Portland Community College has reportedly been weighing holding a Whiteness History Month on campus. Above, students celebrate the resignation of University of Missouri System President Tim Wolfe amid allegations of inaction in response to racist incidents. Michael B. Thomas/Getty

Colleges across the country celebrate Black History Month every February, but several Oregon campuses were planning to observe a new event this year focused on a different demographic: whites. Portland Community College administrators and students were in the process of organizing Whiteness History Month in April after years of discussion about how to change their schools' climate, according to the Oregonian.

Whiteness History Month, which has been in the works since December 2014, is purportedly not a celebration of white people. Instead, it's aimed at "examining race and racism through an exploration of the construction of whiteness, its origins and heritage," according to the college's website. It hopes to generate discussion about how to solve community and social issues related to racism. Proposals for lectures, presentations and other educational activities for the month are due Feb. 1.

News of the college's Whiteness History Month went viral after several conservative media outlets reported it this past weekend.
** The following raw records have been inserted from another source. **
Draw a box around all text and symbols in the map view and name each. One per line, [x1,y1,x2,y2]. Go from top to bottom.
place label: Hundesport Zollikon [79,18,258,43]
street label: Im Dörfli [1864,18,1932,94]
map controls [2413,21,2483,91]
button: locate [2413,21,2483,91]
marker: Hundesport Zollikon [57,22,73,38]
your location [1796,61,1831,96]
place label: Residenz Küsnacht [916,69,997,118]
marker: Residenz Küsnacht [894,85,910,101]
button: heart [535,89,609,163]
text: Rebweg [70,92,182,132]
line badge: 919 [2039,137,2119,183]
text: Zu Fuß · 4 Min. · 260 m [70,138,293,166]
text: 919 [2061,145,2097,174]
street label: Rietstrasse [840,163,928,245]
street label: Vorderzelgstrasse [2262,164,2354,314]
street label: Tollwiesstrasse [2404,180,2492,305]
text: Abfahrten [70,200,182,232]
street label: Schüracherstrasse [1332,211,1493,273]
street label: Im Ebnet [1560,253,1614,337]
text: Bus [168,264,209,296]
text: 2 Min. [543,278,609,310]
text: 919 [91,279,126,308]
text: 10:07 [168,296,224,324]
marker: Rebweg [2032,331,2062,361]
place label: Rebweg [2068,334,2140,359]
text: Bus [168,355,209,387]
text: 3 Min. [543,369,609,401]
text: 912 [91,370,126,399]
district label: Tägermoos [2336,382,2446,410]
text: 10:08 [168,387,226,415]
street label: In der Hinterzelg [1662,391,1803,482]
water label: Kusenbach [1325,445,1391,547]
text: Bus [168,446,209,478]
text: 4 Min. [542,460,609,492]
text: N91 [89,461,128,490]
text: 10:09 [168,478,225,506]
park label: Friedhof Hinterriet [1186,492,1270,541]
Officials were alarmed when people accused them of "whiteness shaming." "There's a difference between white and whiteness," spokeswoman Kate Chester told the Oregonian, "and that might be what some of the conservative bloggers don't understand."

The website identifies a few essential questions for people who want to get involved, including: "Who benefits from the consequences of whiteness? Who loses from whiteness?" and, "What is the legacy of social justice? How can this legacy inform the work of racial equality?"

Diversity on campus took the national spotlight last year when students at several colleges, most notably the University of Missouri in Columbia, launched massive protests over administrators' mishandling of racist incidents. The president of the University of Missouri System, Tim Wolfe, stepped down in November amid escalating demonstrations. The president of Ithaca College in New York, Tom Rochon, announced last week he planned to resign in July under similar circumstances.